## WHAT TO DO
Look through the data below and, wherever a line carries the word "direction", please copy that line.
Content starts
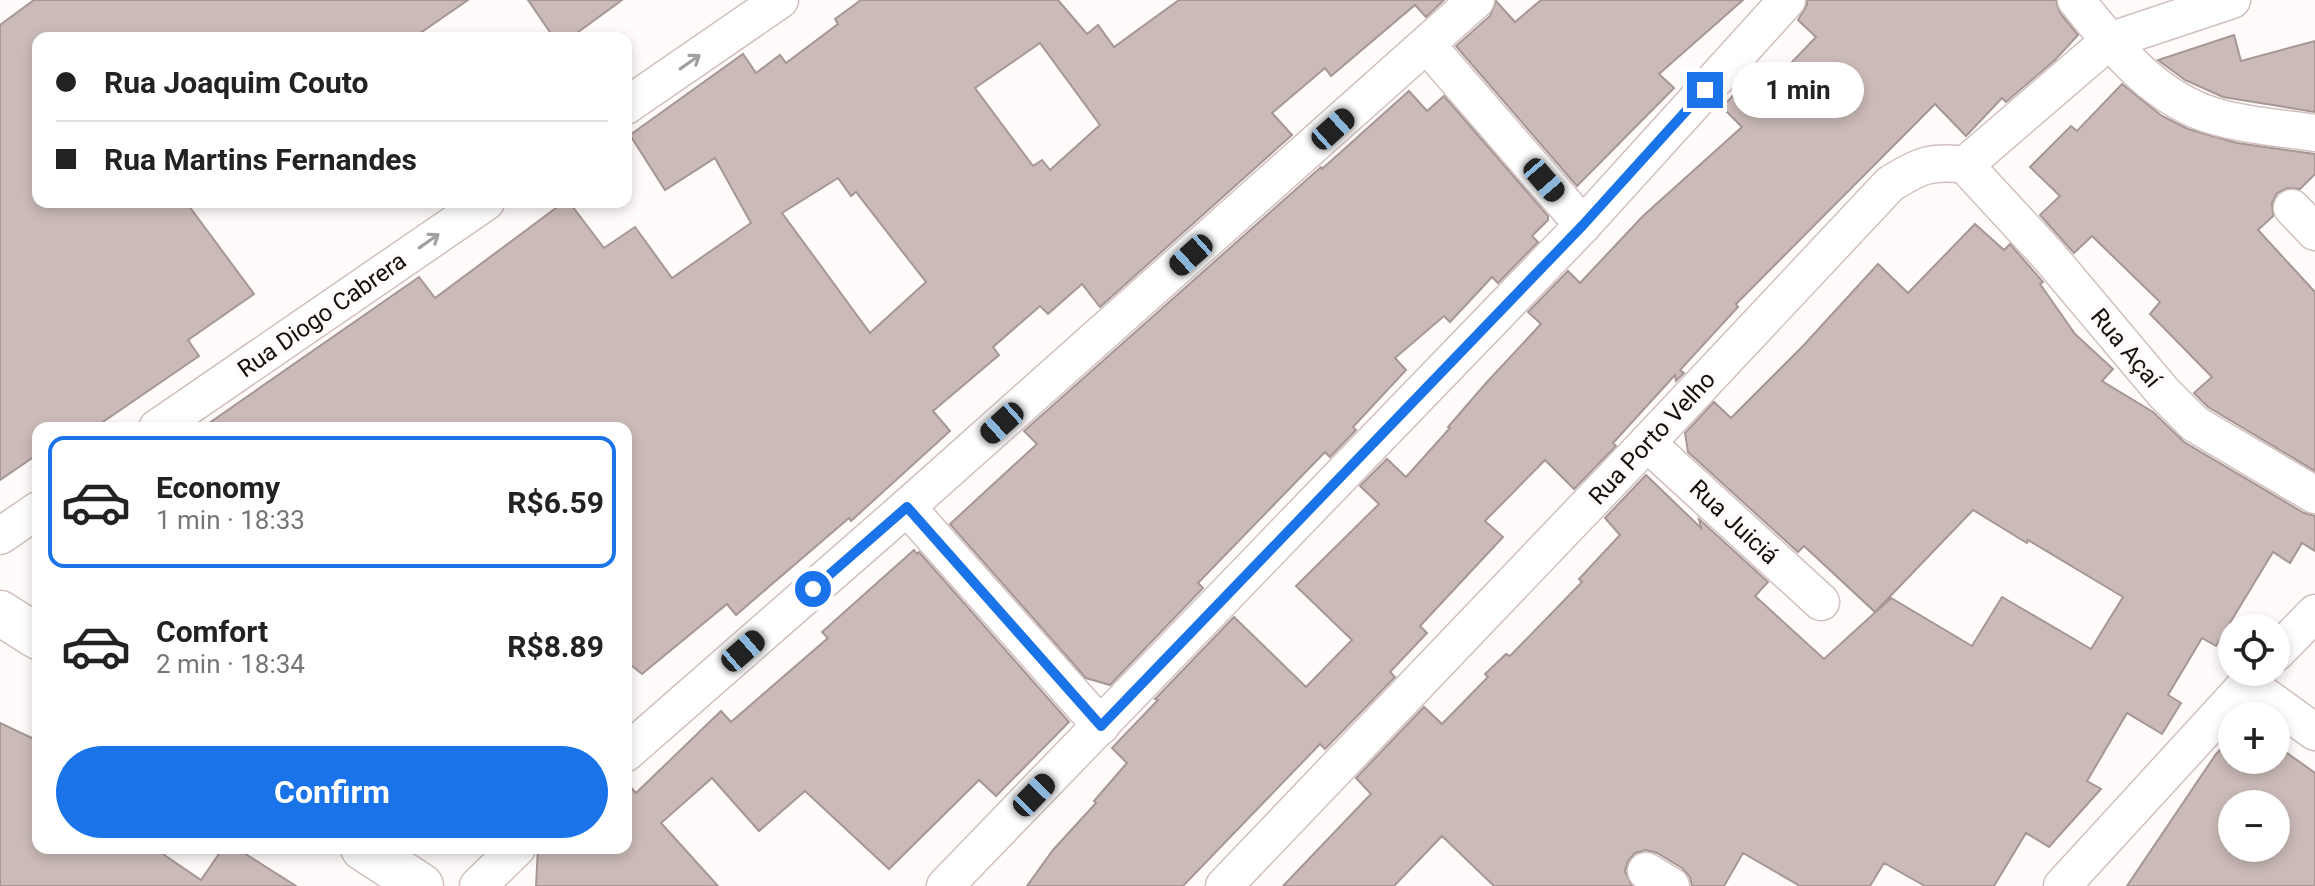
<!DOCTYPE html>
<html lang="en">
<head>
<meta charset="utf-8">
<style>
  body { margin:0; font-family:Roboto,sans-serif; background:#f2f2f2; color:#222; height:100vh; display:flex; flex-direction:column; font-size:30px; white-space:nowrap }
  * { box-sizing:border-box; margin:0 }
  p { font-size:26px; color:#767676 }
  .icon { flex:none; width:44px; height:44px; fill:none; stroke:currentColor; stroke-width:2; stroke-linecap:round; stroke-linejoin:round }
  .map { position:relative; flex:1; overflow:hidden }
  .details { position:absolute; left:32px; top:422px; width:600px; height:432px; display:flex; flex-direction:column; background:#fff; border-radius:16px; box-shadow:0 4px 12px #0003 }
  .details>* { flex:none }
  .guide { position:absolute; left:32px; top:32px; width:600px; height:176px; border-radius:16px; box-shadow:0 4px 12px #0003; display:grid; align-content:center; height:176px; padding:0 24px; background:#fff }
  .controls { position:absolute; left:2218px; top:614px; display:grid; gap:16px }
  .controls a { display:grid; place-items:center; width:72px; height:72px; border-radius:50%; background:#fff; box-shadow:0 4px 12px #0003; font-size:40px }
  .end { position:absolute; width:36px; height:36px; margin:-18px; border:10px solid #1a73e8; background:#fff; box-shadow:0 0 0 4px #fff }
  .from { border-radius:50% }
  .bubble { position:absolute; height:56px; border-radius:28px; background:#fff; box-shadow:0 4px 12px #0003; font-size:26px; font-weight:700; line-height:56px; text-align:center }
  .car { position:absolute; width:24px; height:48px; margin:-24px -12px; border-radius:10px; box-shadow:0 0 6px 2px #0007; background:linear-gradient(#222 24%,#8ab4d8 0 40%,#222 0 76%,#8ab4d8 0 86%,#222 0) }
  .guide b { display:flex; align-items:center; gap:28px; height:76px; font-size:30px }
  .guide b+b { border-top:2px solid #e0e0e0 }
  .guide i { width:20px; height:20px; background:#222 }
  ul { padding:14px 0 0; list-style:none }
  li { display:flex; align-items:center; gap:24px; height:132px; margin:0 16px 12px; padding:0 8px; border:4px solid transparent; border-radius:16px }
  li div { flex:1 }
  li b { display:block; font-size:30px }
  li em { font-style:normal; font-weight:700 }
  li.current { border-color:#1a73e8 }
  li>.icon { width:72px; height:72px; stroke-width:1.5 }
  .cta { display:flex; gap:16px; margin-top:auto; padding:16px 24px }
  .cta a { flex:1; height:92px; border-radius:48px; background:#1a73e8; color:#fff; font-size:32px; font-weight:700; line-height:92px; text-align:center }
  .map>svg:first-child { display:block }
</style>
</head>
<body>
<div class="map">
<svg width="2315" height="886" viewBox="0 0 2315 886">
  <rect width="100%" height="100%" fill="#fefbfa"/>
  <g fill="#cbbbb8" stroke="#a69694" stroke-width="2" fill-rule="evenodd">
    <path d="M34,0h434l-55,38h-375v164h148l68,92 -66,46 11,16 -105,72h-56v26l-38,26v-455z"/>
    <path d="M528,0h94l-52,38h-16z"/>
    <path d="M861,0h197l29,34 11,-9 16,22 65,-47h265l-18,17 -11,-12 -84,71 -6,-8 -53,45 20,22 -192,172 -18,-23 -34,30 -8,-8 -47,41 6,8 -66,56 17,20 -99,90 -2,-3 -113,97 -9,-11 -85,70 -16,-13v-233h-424l217,-151 16,21 129,-96h5l35,46 31,-21 37,51 79,-55 -36,-65 -50,32 -35,-55 113,-81 13,19 24,-18 6,8 52,-39 -3,-5zM1040,43l60,82 -50,45 -8,-10 -9,6 -58,-78zM838,178l13,18 5,-4 70,90 -56,51 -88,-120z"/>
    <path d="M1541,0h202l-84,74 15,14 -97,98 -121,-140 34,-30 6,-15 19,21z"/>
    <path d="M1807,0h249l4,13 18,22 -23,25 -49,42 -4,-4 -36,38 -31,-32 -199,200 2,3 -58,63 4,3 -8,8 -1,-6 -62,68 3,3 -42,43 -29,-29 -60,61 18,16 -83,89 7,7 -37,39 5,5 -70,72 -5,-5 -137,142h-156l26,-36 43,-47 -2,-2 33,-38 -15,-15 46,-48 -3,-1 79,-82 72,70 46,-47 -56,-54 83,-82 -19,-18 27,-27 19,18 44,-49 -2,-1 39,-45 54,-58 -13,-12 40,-41 12,12 63,-67 99,-89 -20,-20 32,-33 14,13 48,-50 -18,-17 9,-15z"/>
    <path d="M2234,35l7,26 74,-20v71l-92,-15 -38,-17 -27,-20z"/>
    <path d="M2122,84l40,32 26,13 49,14 78,11v20l-15,15 -12,-1 -11,5 -5,10 1,13 -15,14 57,62v179l-107,-64 -14,-14 18,-16 -62,-63 10,-12 -68,-66 -18,17 -34,-38 20,-19 -30,-29 41,-41 6,5z"/>
    <path d="M1409,91l18,20 17,-15 104,120v4l-16,16 6,6 -40,41 -6,-6 -42,45 -6,-6 -49,42 11,12 -53,57 3,3 -26,27 -5,-5 -127,131 5,5 -93,97 -24,-7 -136,-154 87,-80 -13,-13 297,-264 1,2z"/>
    <path d="M1975,224l29,26 6,-6 33,38 -3,2 35,50 38,35 -11,12 51,31 31,30 120,71 11,3v35l-13,-8 -12,20 -17,-11 -57,94 -14,-8 -34,57 13,8 -19,31 -35,-21 -40,68 14,8 -52,58 -23,-14 -32,53h-69l-41,-23 -14,23h-70l-57,-33 -19,33h-32l-2,-9 -8,-9 -25,-15 -11,-3 -11,3 -7,8 -3,10 7,15h-138l-52,-50 -48,50h-111l88,-92 -15,-16 68,-71 18,17 46,-47 -3,-3 21,-20 4,2 72,-74 -3,-3 41,-44 -15,-17 41,-43 55,53 -2,-9 69,63 -13,14 69,63 67,-61 81,48 30,-49 89,52 32,-52 -95,-57 -1,3 -54,-33 -98,102 -71,-66 -6,6 -110,-100 -3,-19 29,-31 17,16 72,-72 75,-82 30,29z"/>
    <path d="M914,550l3,4 2,-2 150,170 -73,74 -17,-16 -90,89 -84,-78 -46,40 -47,-53 -51,45 57,63h-182l2,-38h88v-66l10,11 85,-82 10,11 97,-84 -6,-6z"/>
    <path d="M0,723l38,18v107h116l47,32 22,-32h13l60,38h-296z"/>
    <path d="M2232,738v22h44v-15l39,28v113h-188l89,-132zM2232,804h44v44h-44z"/>
  </g>
  <g fill="none" stroke-linecap="round" stroke-linejoin="round">
    <g stroke="#d1c0be" stroke-width="39">
      <g id="street">
        <path d="M2076,0c39,48 79,100 141,117 31,9 66,11 98,16"/>
        <path d="M1427,45l156,180"/>
        <path d="M626,106l154,-106"/>
        <path d="M1965,165l83,90 116,138 31,31 120,71"/>
        <path d="M2292,208l23,24"/>
        <path d="M157,428l329,-226"/>
        <path d="M1647,443l174,159"/>
        <path d="M907,507l194,219"/>
        <path d="M0,536l38,-26"/>
        <path d="M2276,653l39,-40"/>
        <path d="M2247,683l68,49"/>
        <path d="M626,753l281,-246 569,-507"/>
        <path d="M1646,871l25,15"/>
        <path d="M478,886l39,-38"/>
        <path d="M945,886l638,-661 204,-225"/>
        <path d="M1224,886l423,-443 243,-259c29,-18 41,-24 75,-19l144,-124 123,-41"/>
        <path d="M2062,886l196,-214"/>
      </g>
    </g>
    <g stroke="#d1c0be" stroke-width="47">
      <g id="secondary">
        <path d="M0,613l38,24"/>
        <path d="M363,848l58,38"/>
      </g>
    </g>
    <use href="#street" stroke="#fff" stroke-width="36"/>
    <use href="#secondary" stroke="#fff" stroke-width="44"/>
  </g>
  <defs><path id="oneway-shaft" d="M-6 0H5M1.5-3L5.5 0L1.5 3" fill="none" stroke-width="1.6" stroke-linecap="round" stroke-linejoin="round" transform="scale(2)"/></defs>
  <g stroke="#a19f9f">
    <use href="#oneway-shaft" transform="translate(690 62) rotate(-35)"/>
    <use href="#oneway-shaft" transform="translate(429 241) rotate(-35)"/>
  </g>
  <g fill="none" stroke-linecap="round" stroke-linejoin="round">
    <path stroke="#1a73e8" stroke-width="10" d="M813,589l94,-82 194,219 482,-501 122,-135"/>
  </g>
  <g text-anchor="middle" dominant-baseline="central" stroke-width="8" stroke-linejoin="round" paint-order="stroke">
    <g font-size="24" fill="#150f0e" stroke="#fefbfa">
      <text transform="translate(322 315) rotate(-35)">Rua Diogo Cabrera</text>
      <text transform="translate(2126 348) rotate(50)">Rua Açaí</text>
      <text transform="translate(1652 438) rotate(-47)">Rua Porto Velho</text>
      <text transform="translate(1734 522) rotate(43)">Rua Juiciá</text>
    </g>
  </g>
</svg>
<div class="controls">
<a><svg class="icon" aria-label="locate" viewBox="0 0 24 24"><circle cx="12" cy="12" r="6"/><path d="M12 2v4M12 18v4M2 12h4M18 12h4"/></svg></a>
<a>+</a>
<a>−</a>
</div>
<i class="end from" style="left:813px;top:589px"></i>
<i class="end" style="left:1705px;top:90px"></i>
<div class="bubble" style="left:1732px;top:62px;width:132px">1 min</div>
<i class="car" style="left:1333px;top:129px;rotate:48deg"></i>
<i class="car" style="left:1544px;top:180px;rotate:139deg"></i>
<i class="car" style="left:1191px;top:255px;rotate:228deg"></i>
<i class="car" style="left:1002px;top:423px;rotate:228deg"></i>
<i class="car" style="left:743px;top:651px;rotate:49deg"></i>
<i class="car" style="left:1034px;top:795px;rotate:44deg"></i>
<div class="guide">
<b><i class="from"></i>Rua Joaquim Couto</b>
<b><i></i>Rua Martins Fernandes</b>
</div>
<section class="details">
<ul>
<li class="current"><svg class="icon" aria-label="car" viewBox="0 0 24 24"><path d="M5 17H2v-5l4-1 3-4h7l3 4 3 1v5h-3M9 17h6M6 11h13"/><circle cx="7" cy="17" r="2"/><circle cx="17" cy="17" r="2"/></svg><div><b>Economy</b><p>1 min · 18:33</p></div><em>R$6.59</em></li>
<li><svg class="icon" aria-label="car" viewBox="0 0 24 24"><path d="M5 17H2v-5l4-1 3-4h7l3 4 3 1v5h-3M9 17h6M6 11h13"/><circle cx="7" cy="17" r="2"/><circle cx="17" cy="17" r="2"/></svg><div><b>Comfort</b><p>2 min · 18:34</p></div><em>R$8.89</em></li>
</ul>
<div class="cta"><a>Confirm</a></div>
</section>
</div>
</body>
</html>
Content ends
## TASK ANSWER
  body { margin:0; font-family:Roboto,sans-serif; background:#f2f2f2; color:#222; height:100vh; display:flex; flex-direction:column; font-size:30px; white-space:nowrap }
  .details { position:absolute; left:32px; top:422px; width:600px; height:432px; display:flex; flex-direction:column; background:#fff; border-radius:16px; box-shadow:0 4px 12px #0003 }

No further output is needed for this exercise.